Сад памяти (Очерки) — страница 11 из 15

Давно схоронил Василий Леонтьевич свою жену Акулину Ивановну. Остался совсем один — дети повырастали, разъехались. Сын в Брянске, годами ни слуху ни духу; занят, наверное, очень. Младшая дочь — ответственный работник районного масштаба в этой же области. Раз или два в году, когда совещание в Курске, примчится она на казенной машине, крикнет с порога: «Жив, отец?» — и, услышав утвердительное: «Жив покуда!», хлопнет дверцей — и нет ее. Машина быстрая, шоссе рядом.

Ближе всех старшая дочь, которая дальше всех — на Севере. Семья у нее, дети. Мечтает Василий Леонтьевич: даст бог, съедутся скоро с дочкиной семьей в кооперативный дом в Курске.

…Утром мы собрались в Курск. Стояли на обочине, голосовали. Долго стояли. Ветер пробирал насквозь. Водители косились на согбенного старика с палками и давили на газ. В черных «Волгах», жарко обняв портфели, спешили в область чиновные люди. Я рассеянно думал, что их портфели хранят, наверное, много ценного — сводки о неуклонном росте надоев молока, сведения о строительстве безухабных дорог, светлых родильных домов и нескучных клубов. Все посчитали, дотошные. Не посчитали, не вывели только уровень доброты, человечности.
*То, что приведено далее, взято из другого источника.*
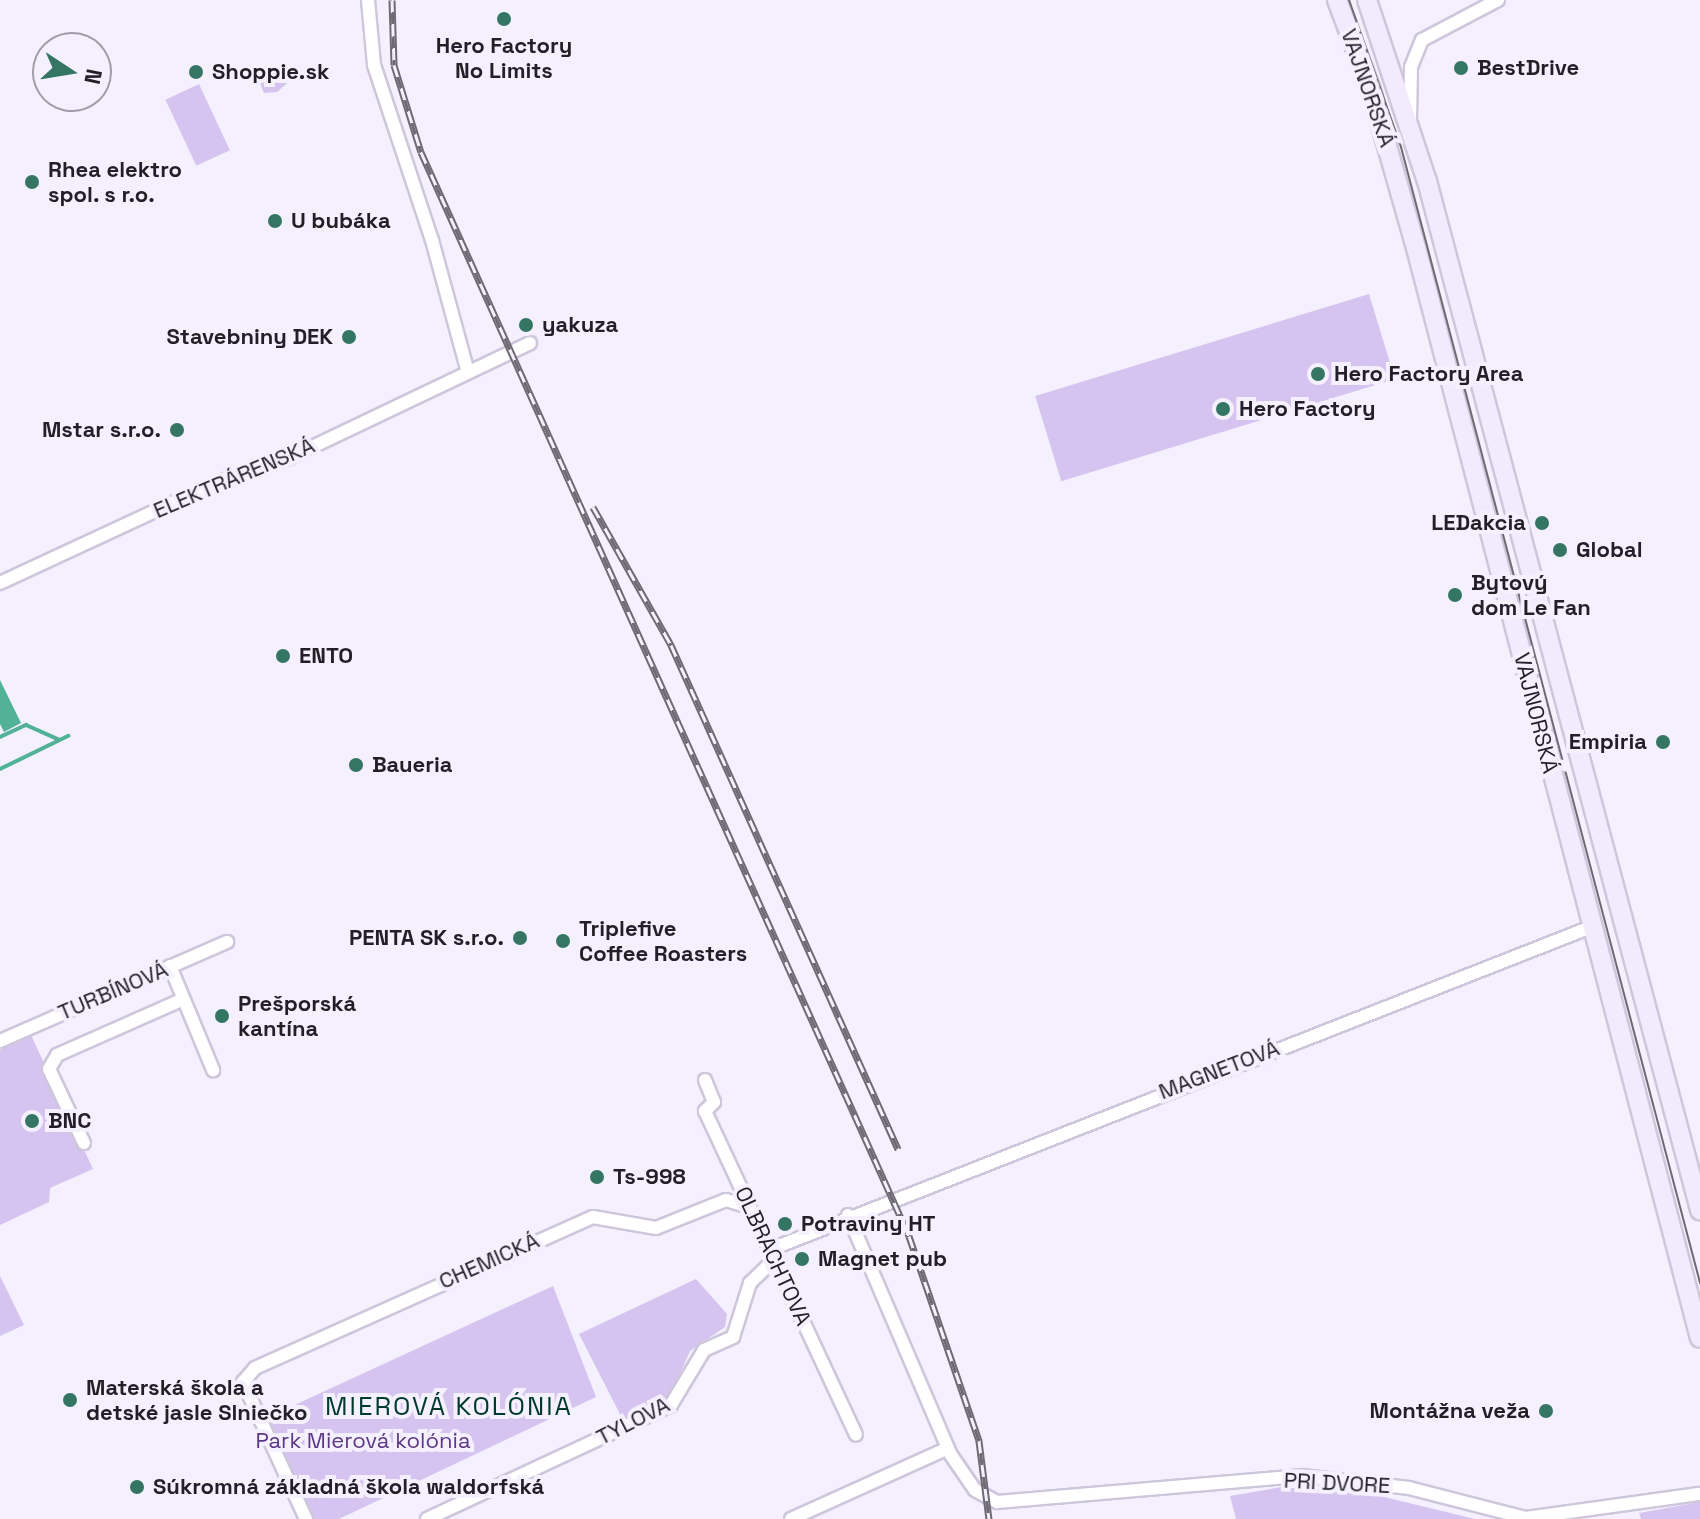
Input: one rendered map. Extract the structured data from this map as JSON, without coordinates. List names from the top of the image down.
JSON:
{
  "streets": {
    "main road": ["VAJNORSKÁ"],
    "street": [
      "ELEKTRÁRENSKÁ",
      "TURBÍNOVÁ",
      "MAGNETOVÁ",
      "OLBRACHTOVA",
      "CHEMICKÁ",
      "TYLOVA",
      "PRI DVORE"
    ]
  },
  "crossings": [
    ["VAJNORSKÁ", "MAGNETOVÁ"],
    ["MAGNETOVÁ", "OLBRACHTOVA"],
    ["MAGNETOVÁ", "TYLOVA"],
    ["OLBRACHTOVA", "CHEMICKÁ"],
    ["OLBRACHTOVA", "TYLOVA"]
  ],
  "districts": ["MIEROVÁ KOLÓNIA"],
  "parks": ["Park Mierová kolónia"],
  "places": [
    "Hero Factory No Limits",
    "BestDrive",
    "Shoppie.sk",
    "Rhea elektro spol. s r.o.",
    "U bubáka",
    "yakuza",
    "Stavebniny DEK",
    "Hero Factory Area",
    "Hero Factory",
    "Mstar s.r.o.",
    "LEDakcia",
    "Global",
    "Bytový dom Le Fan",
    "ENTO",
    "Empiria",
    "Baueria",
    "PENTA SK s.r.o.",
    "Triplefive Coffee Roasters",
    "Prešporská kantína",
    "BNC",
    "Ts-998",
    "Potraviny HT",
    "Magnet pub",
    "Materská škola a detské jasle Slniečko",
    "Montážna veža",
    "Súkromná základná škola waldorfská"
  ],
  "north": "right"
}
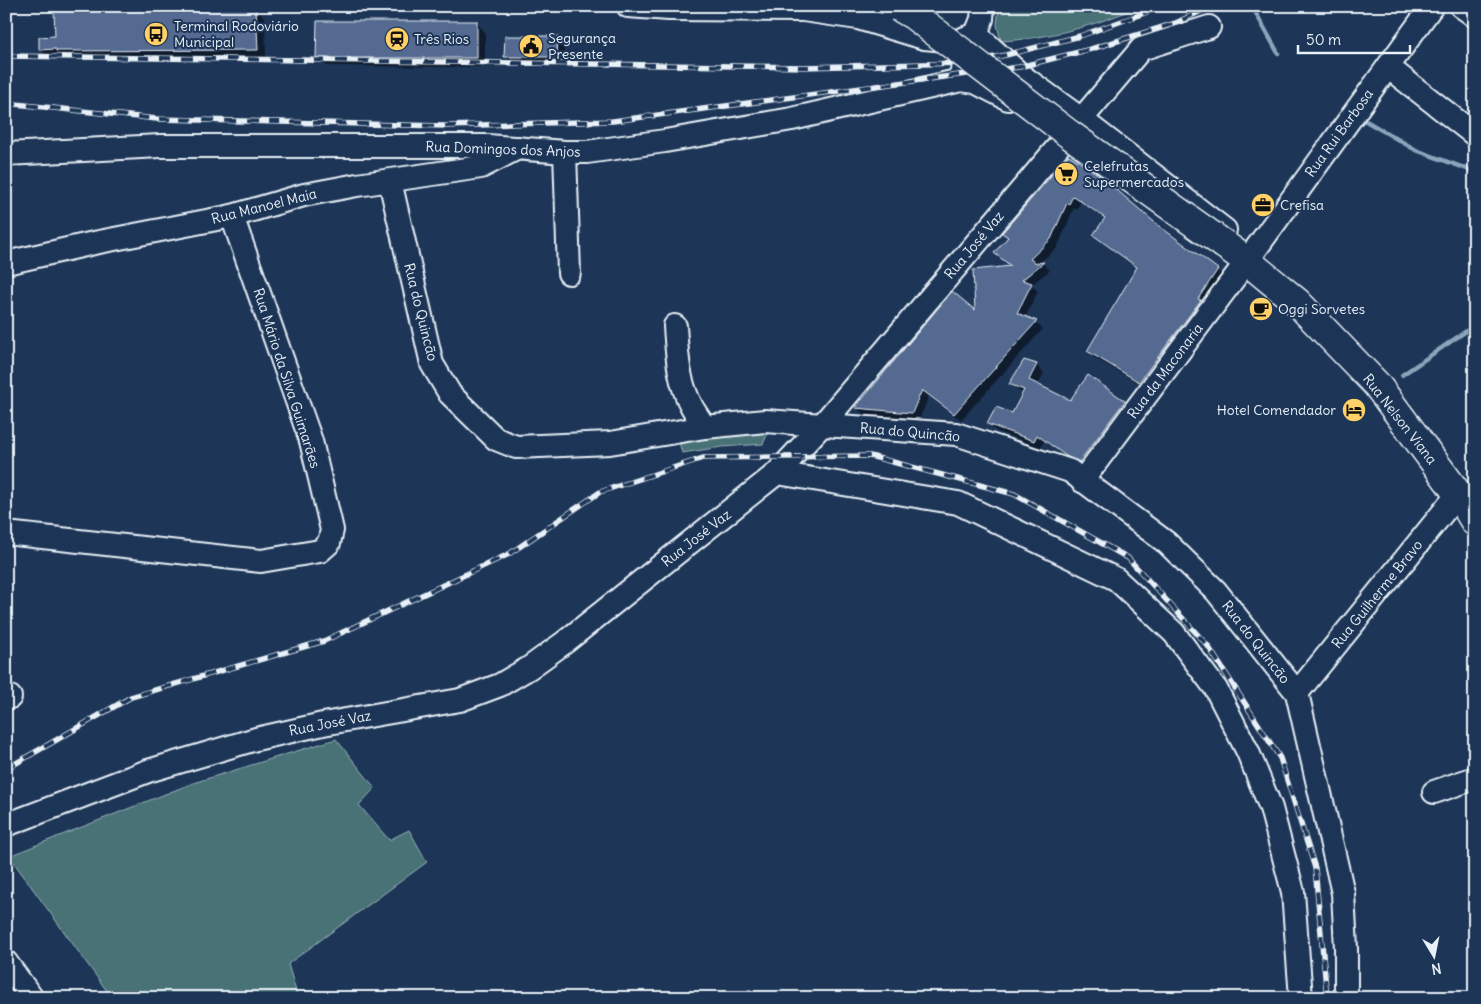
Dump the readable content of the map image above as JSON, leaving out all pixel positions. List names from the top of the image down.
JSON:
{
  "streets": {
    "main road": ["Rua Nelson Viana"],
    "street": [
      "Rua Rui Barbosa",
      "Rua Domingos dos Anjos",
      "Rua Manoel Maia",
      "Rua José Vaz",
      "Rua do Quincão",
      "Rua da Maconaria",
      "Rua Mário da Silva Guimarães",
      "Rua Guilherme Bravo"
    ]
  },
  "crossings": [
    ["Rua Rui Barbosa", "Rua da Maconaria"],
    ["Rua Rui Barbosa", "Rua Nelson Viana"],
    ["Rua Domingos dos Anjos", "Rua Manoel Maia"],
    ["Rua Domingos dos Anjos", "Rua José Vaz"],
    ["Rua Manoel Maia", "Rua do Quincão"],
    ["Rua Manoel Maia", "Rua Mário da Silva Guimarães"],
    ["Rua José Vaz", "Rua do Quincão"],
    ["Rua do Quincão", "Rua da Maconaria"],
    ["Rua do Quincão", "Rua Guilherme Bravo"],
    ["Rua da Maconaria", "Rua Nelson Viana"],
    ["Rua Nelson Viana", "Rua Guilherme Bravo"]
  ],
  "places": {
    "bus stop": ["Terminal Rodoviário Municipal"],
    "station": ["Três Rios"],
    "public building": ["Segurança Presente"],
    "supermarket": ["Celefrutas Supermercados"],
    "office": ["Crefisa"],
    "cafe": ["Oggi Sorvetes"],
    "hotel": ["Hotel Comendador"]
  },
  "scale_bar": "50 m",
  "north": "bottom"
}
Упал он или все-таки возрос? Узнать бы. Еще узнать бы, когда же явится к нам тот новый человек, воспитанием которого мы занимаемся долгие годы? Но машины проносились мимо в искрах весенних брызг, оставляя нас без ответа.

…А гармошку вашу, «ливенку», Василий Леонтьевич, я никогда не забуду. Хорошая была в тот вечер музыка…

Час мужества

* * *

Мы знаем, что ныне лежит на весах

И что совершается ныне.

Час мужества пробил на наших часах.

И мужество нас не покинет.

Анна Ахматова

Сад памяти

После недолгого, но напористого дождя посветлевший день вновь стал тихим и кротким. Тогда мы спустились с крыльца и вошли в «лес богов». Он окружил нас беззвучным кольцом: боги оказались молчаливыми, застенчивыми и не любили зря мозолить глаза. Когда тишина и воздух, от свежести которого невольно вздрагивали ноздри, сделались для Ятченко невыносимы, он нервно крикнул внучке: «Оставь в покое собаку!», и наша экскурсия началась.

— Вот липа. Вкус ее листьев чем-то напоминает клубнику. Вот сосна. — Он шагнул вперед. — Ее корни имеют сложный вкус, горьковато-сладкий. Жаль, здесь нет торфяника. — Еще шаг вперед. — Но я вам скажу: торф кисловатый, с горечью…

Николай Федорович мотнул седой головой, отвернулся и, высокий, со спиной постаревшего легкоатлета, не оглядываясь, пошел к беседке.

Этот лес не был настоящим. Он был, пожалуй, самым маленьким лесом на свете. Просто несколько диких деревьев, просто небольшой участок посреди ухоженного сада. Держась особняком от опрятных аллей и куртин с белыми лилиями, деревья росли широко, свободно, и в их крепких стволах шумели густые соки лесной вольницы.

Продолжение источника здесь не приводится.